The film starts on a battlefield where Arn (Joakim Nätterqvist) is saving a group of Arabs, one of whom is Saladin (Milind Soman). At the same time Cecilia (Sofia Helin) is under control of a very mean nun (Bibi Andersson), and has a baby, which is, of course, taken from her.We soon switch to Arn's life in his younger days, as a monk being trained in knowledge and warrior skills. We then see the relationship between the two and how it is forbidden as they come from different clans. Both Cecilia and Arn are punished.

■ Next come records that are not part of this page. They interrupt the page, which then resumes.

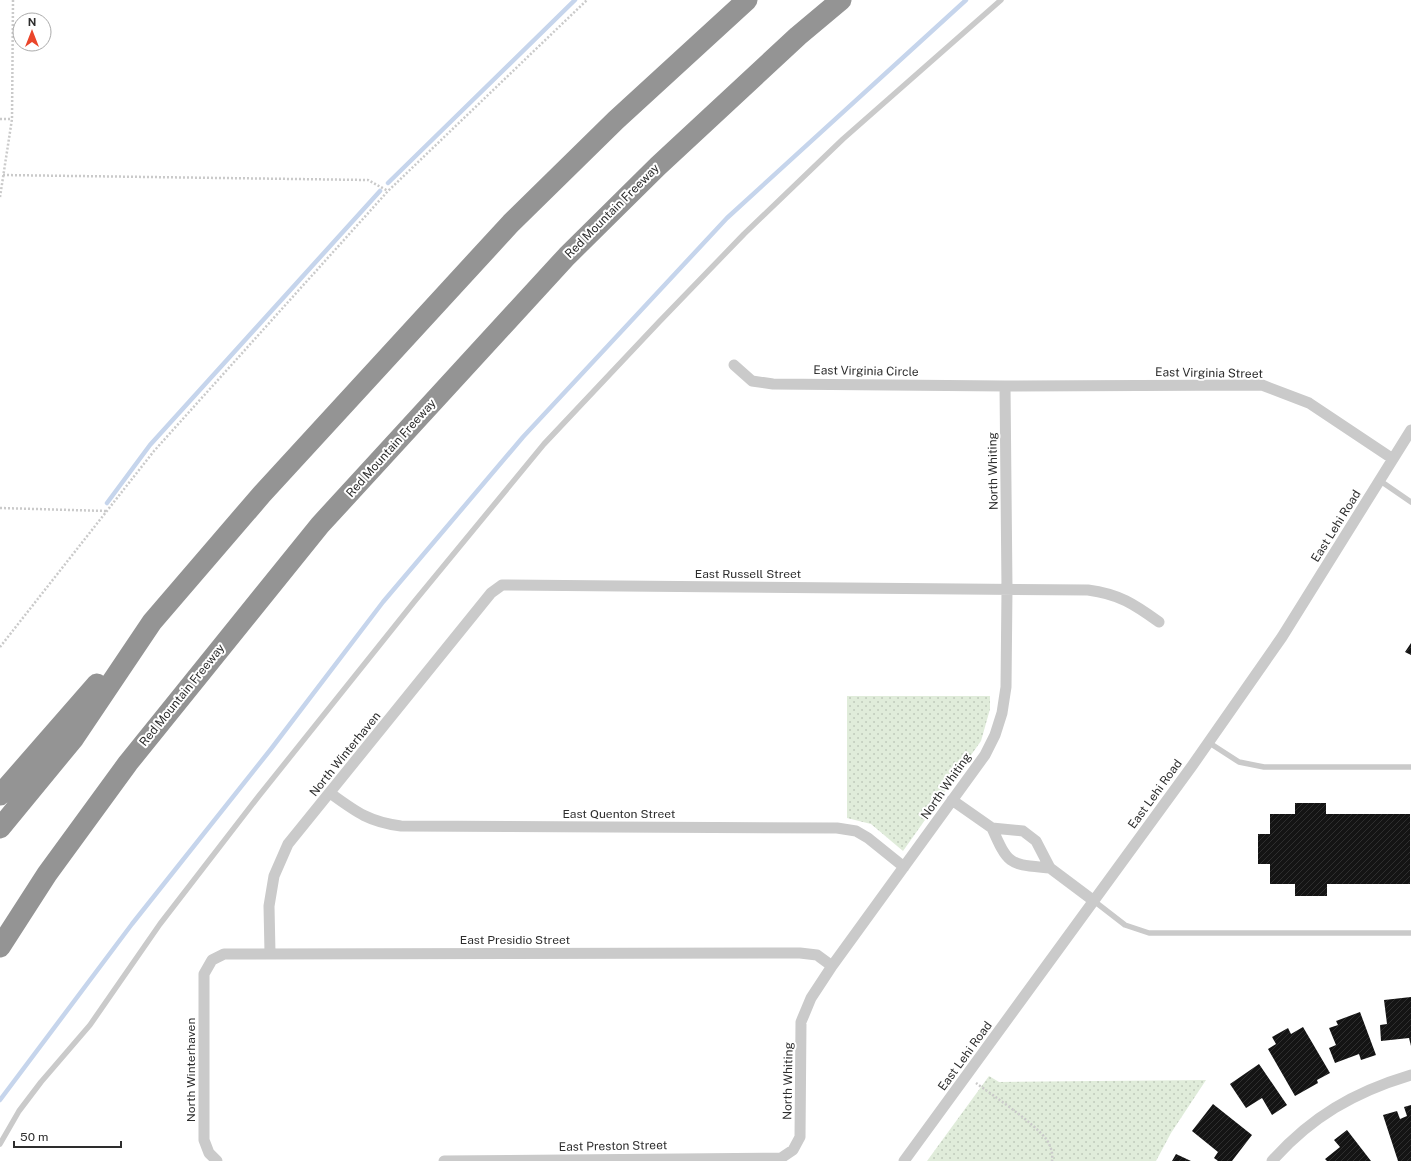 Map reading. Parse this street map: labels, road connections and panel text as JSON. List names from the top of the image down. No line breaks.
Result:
{"streets":{"highway":["Red Mountain Freeway"],"street":["East Virginia Circle","East Virginia Street","North Whiting","East Lehi Road","East Russell Street","North Winterhaven","East Quenton Street","East Presidio Street","East Preston Street"]},"crossings":[["East Virginia Circle","East Virginia Street"],["East Virginia Circle","North Whiting"],["East Virginia Street","North Whiting"],["East Virginia Street","East Lehi Road"],["North Whiting","East Russell Street"],["North Whiting","East Quenton Street"],["North Whiting","East Presidio Street"],["North Whiting","East Preston Street"],["East Russell Street","North Winterhaven"],["North Winterhaven","East Quenton Street"],["North Winterhaven","East Presidio Street"]],"scale_bar":"50 m","north":"top"} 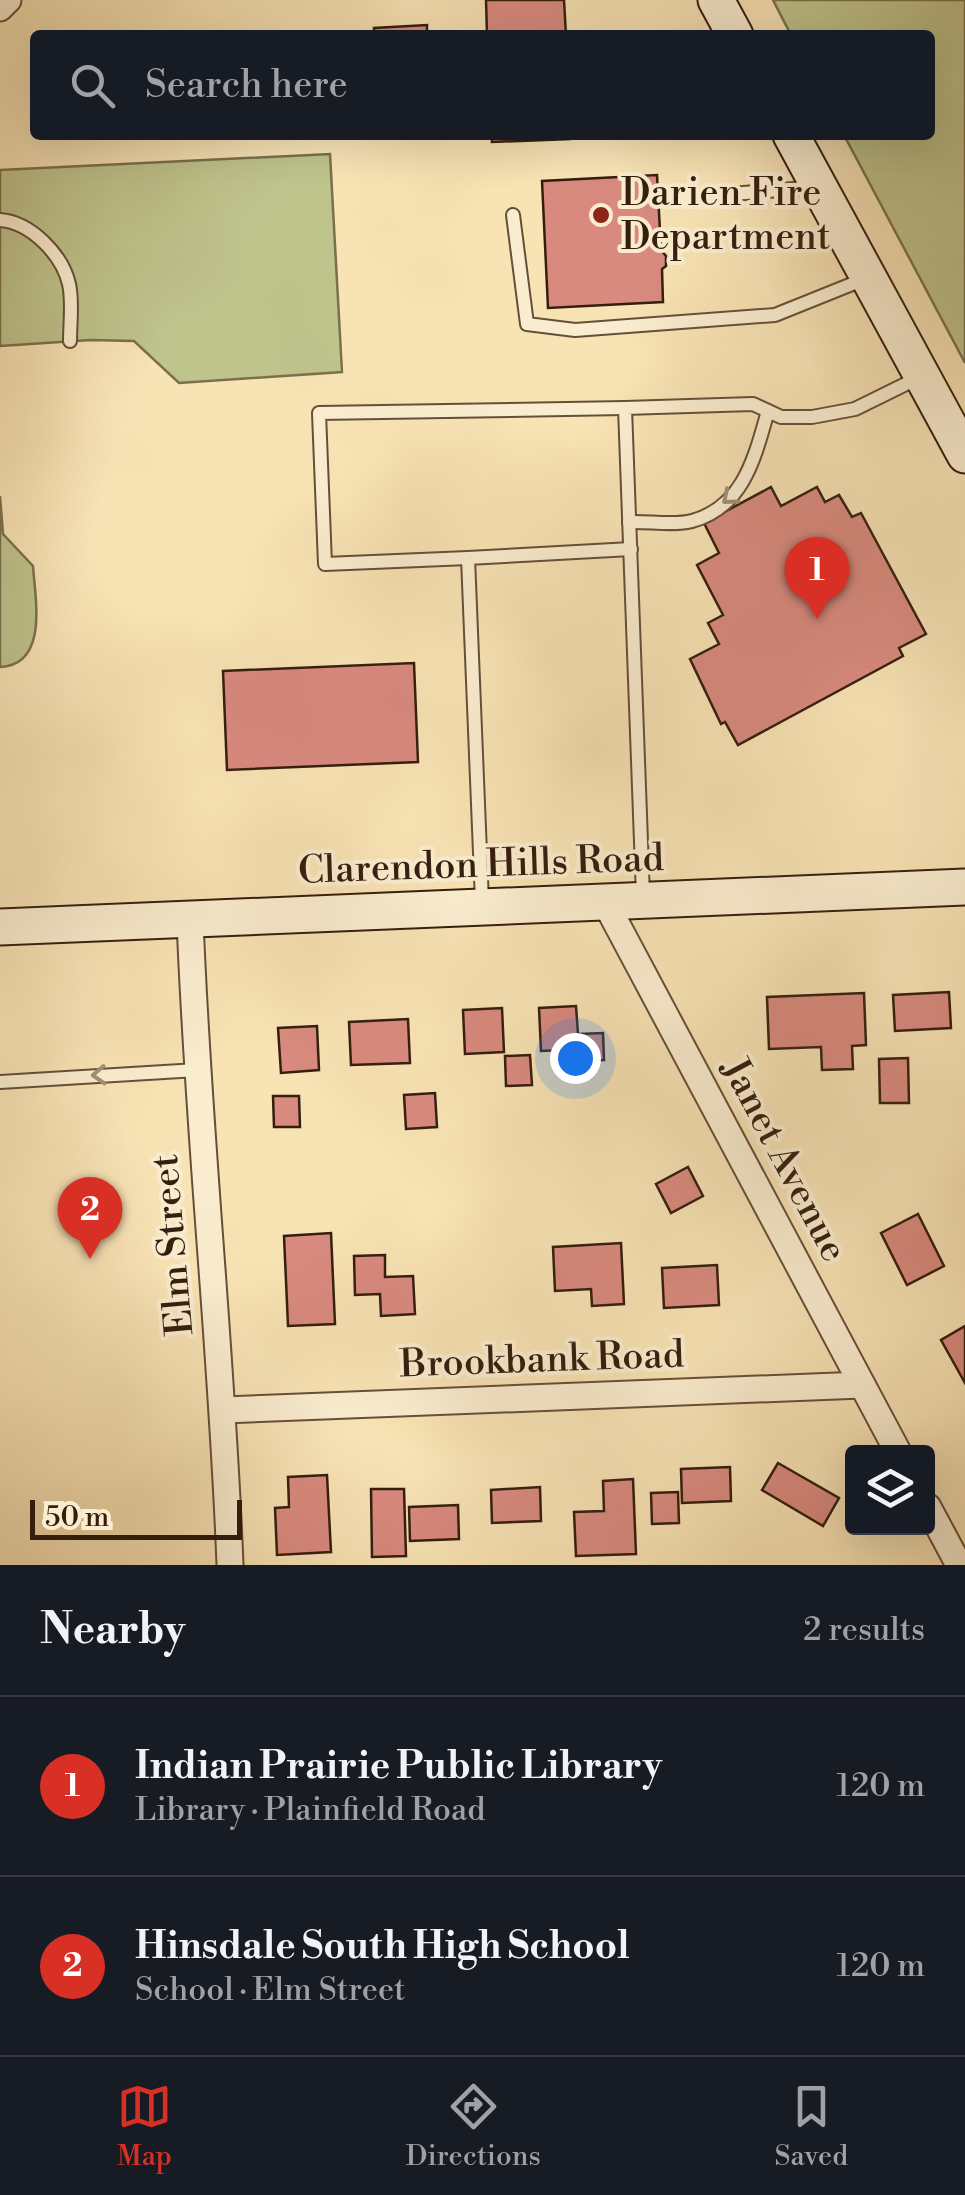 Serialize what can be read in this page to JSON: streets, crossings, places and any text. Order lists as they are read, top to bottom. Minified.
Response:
{"streets":{"street":["Clarendon Hills Road","Janet Avenue","Elm Street","Brookbank Road"]},"crossings":[["Clarendon Hills Road","Janet Avenue"],["Clarendon Hills Road","Elm Street"],["Janet Avenue","Brookbank Road"],["Elm Street","Brookbank Road"]],"places":["Darien Fire Department"],"scale_bar":"50 m","page":{"search":"Search here","pins":["1","2"],"scale":"50 m","heading":["Nearby","2 results"],"list":[{"mark":"1","name":"Indian Prairie Public Library","note":"Library · Plainfield Road","value":"120 m"},{"mark":"2","name":"Hinsdale South High School","note":"School · Elm Street","value":"120 m"}],"nav":["Map","Directions","Saved"]}} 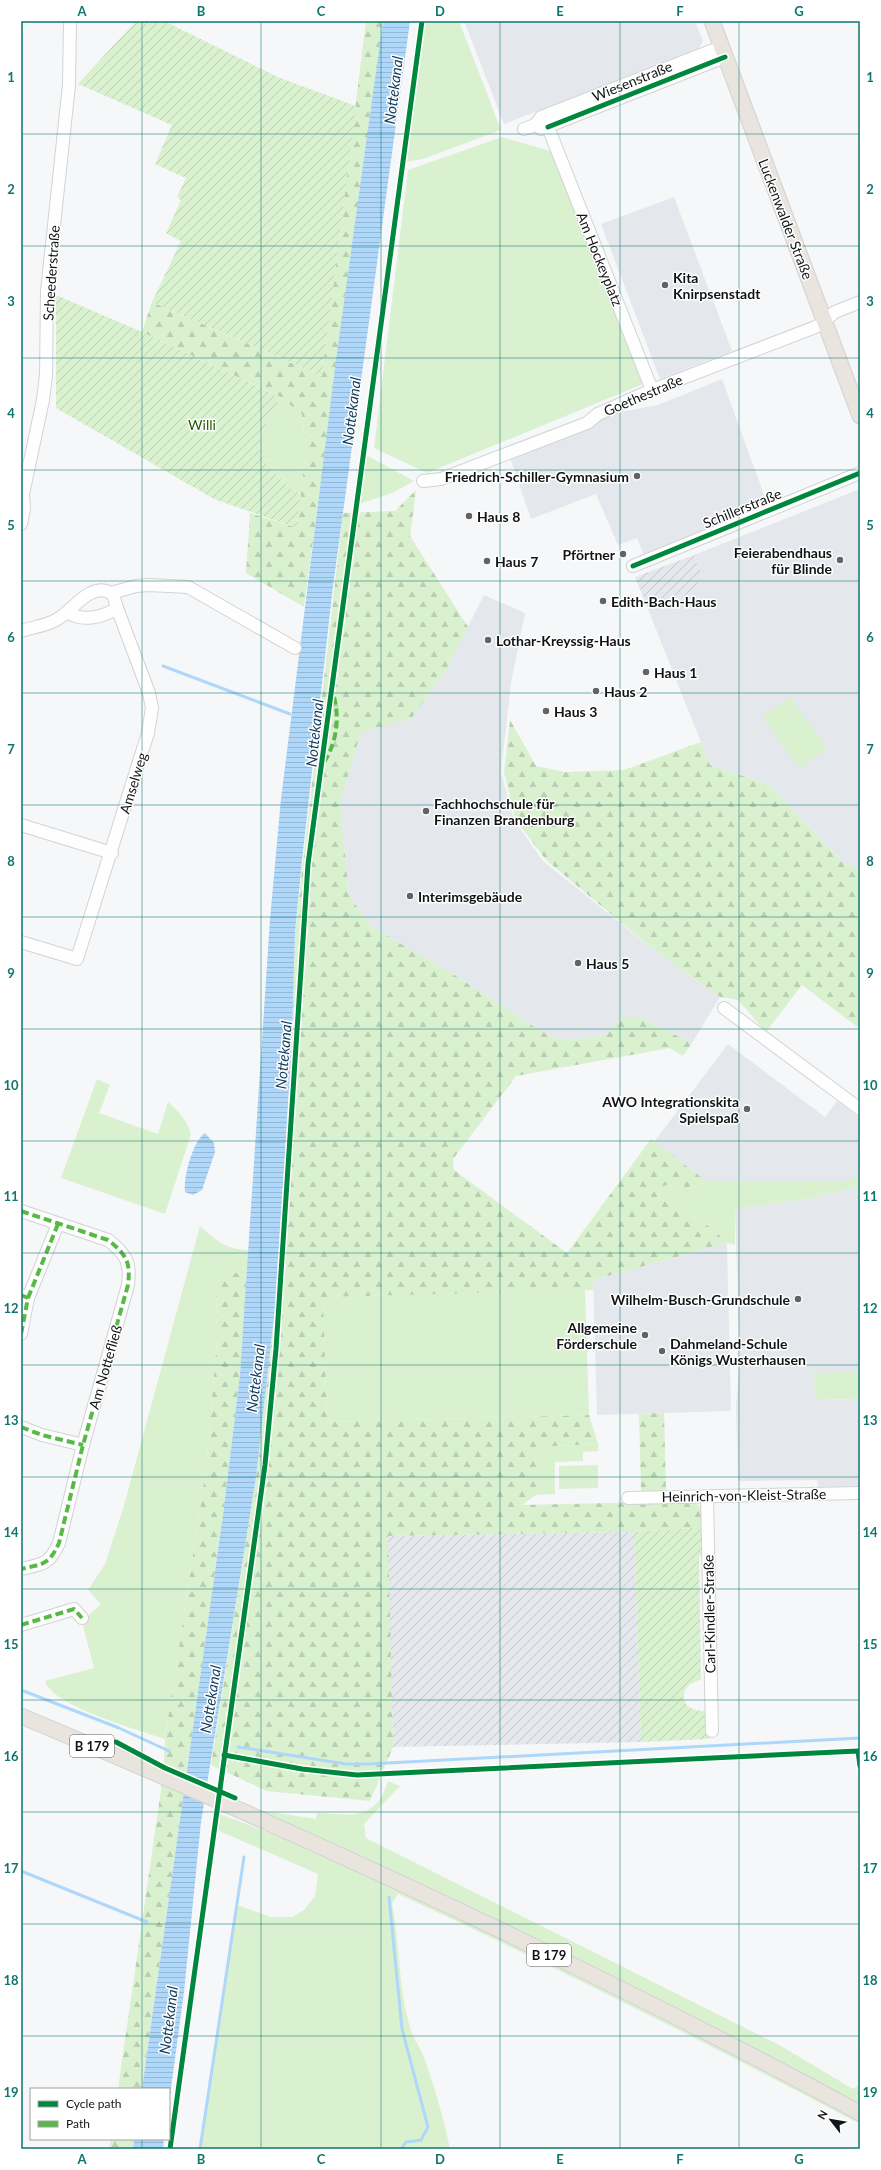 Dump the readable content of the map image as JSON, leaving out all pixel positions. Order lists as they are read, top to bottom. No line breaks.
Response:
{"streets":{"main road":["Luckenwalder Straße","B 179"],"street":["Wiesenstraße","Am Hockeyplatz","Scheederstraße","Goethestraße","Schillerstraße","Amselweg","Am Nottefließ","Heinrich-von-Kleist-Straße","Carl-Kindler-Straße"]},"crossings":[["Wiesenstraße","Luckenwalder Straße"],["Wiesenstraße","Am Hockeyplatz"],["Luckenwalder Straße","Goethestraße"],["Am Hockeyplatz","Goethestraße"],["Heinrich-von-Kleist-Straße","Carl-Kindler-Straße"]],"water":["Nottekanal"],"parks":["Willi"],"places":["Kita Knirpsenstadt","Friedrich-Schiller-Gymnasium","Haus 8","Pförtner","Feierabendhaus für Blinde","Haus 7","Edith-Bach-Haus","Lothar-Kreyssig-Haus","Haus 1","Haus 2","Haus 3","Fachhochschule für Finanzen Brandenburg","Interimsgebäude","Haus 5","AWO Integrationskita Spielspaß","Wilhelm-Busch-Grundschule","Allgemeine Förderschule","Dahmeland-Schule Königs Wusterhausen"],"legend":["Cycle path","Path"],"north":"top left","grid":{"columns":["A","B","C","D","E","F","G"],"rows":["1","2","3","4","5","6","7","8","9","10","11","12","13","14","15","16","17","18","19"]}} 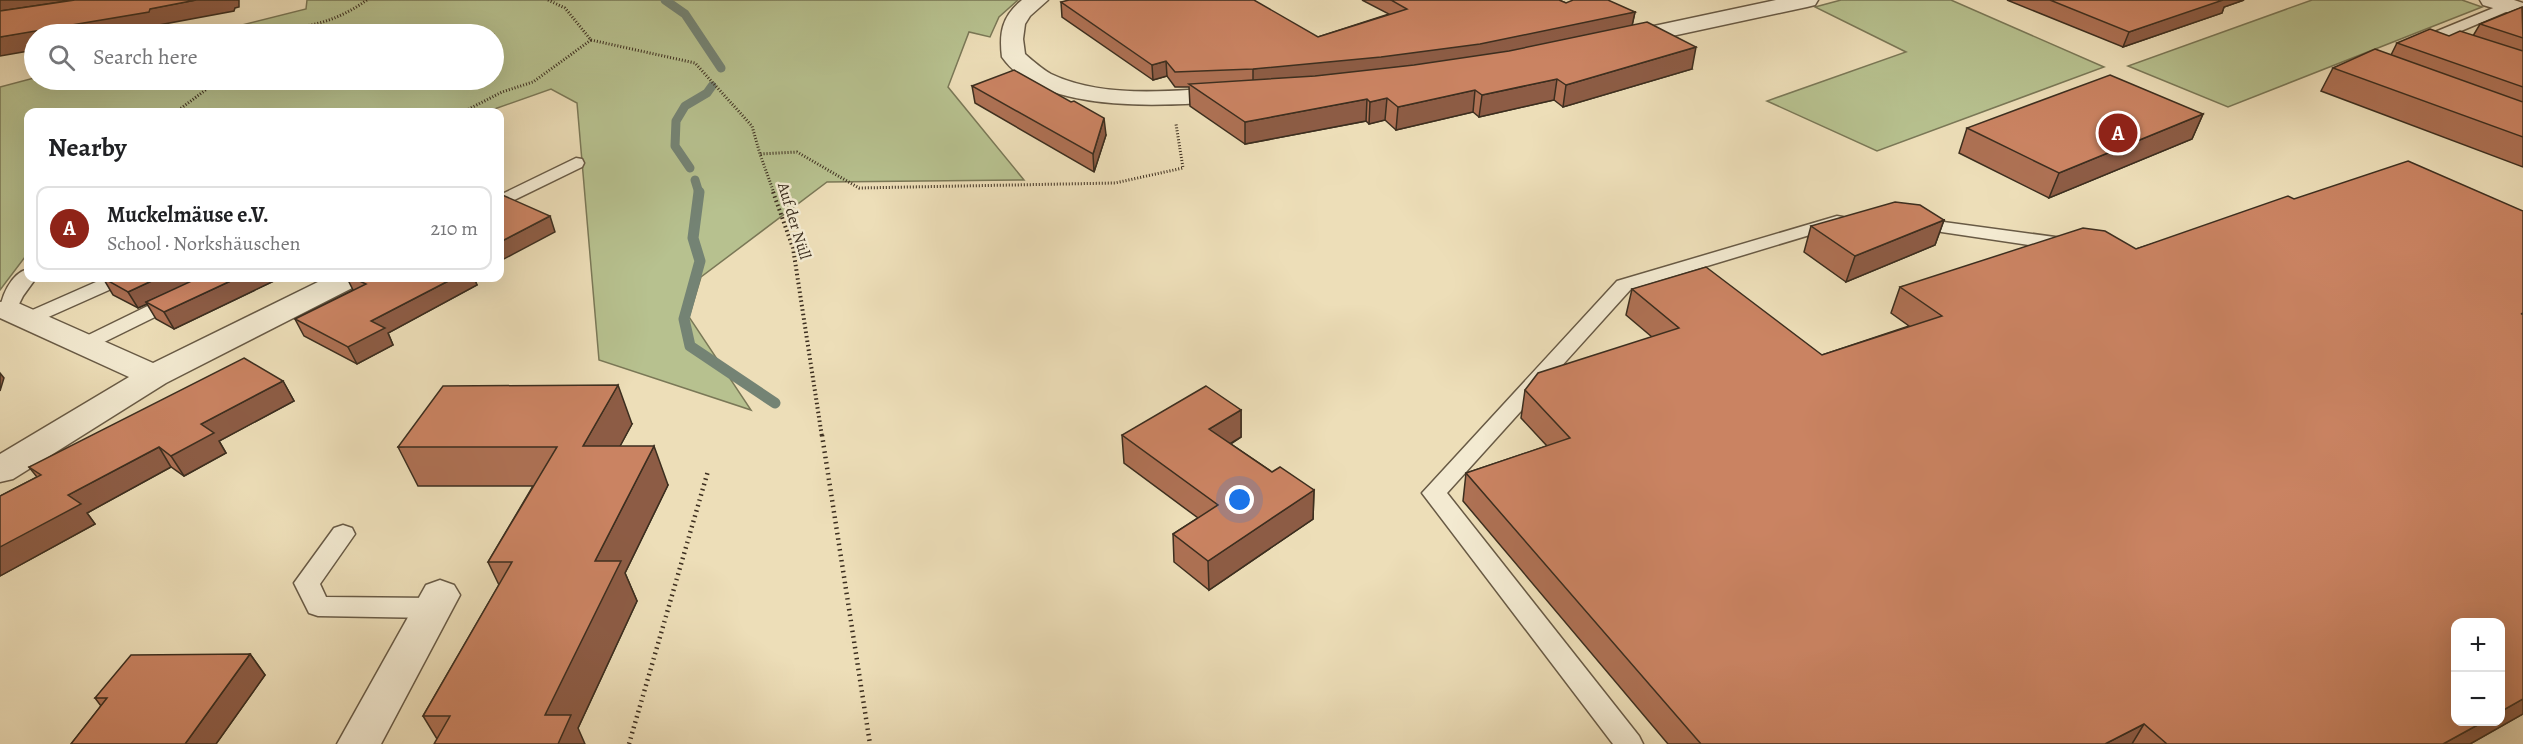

She must remain in a nunnery, and he is sent off to fight.Before he has any chance of returning home, he must take part in the battle for Jerusalem with Saladin. After doing that, he is sent to the desert under a new master that doesn't like him.But, he survives only to fight again at home when the rival clan claims the throne.Nätterqvist and Helin both were extremely good. The battles were exciting, and the music was excellent.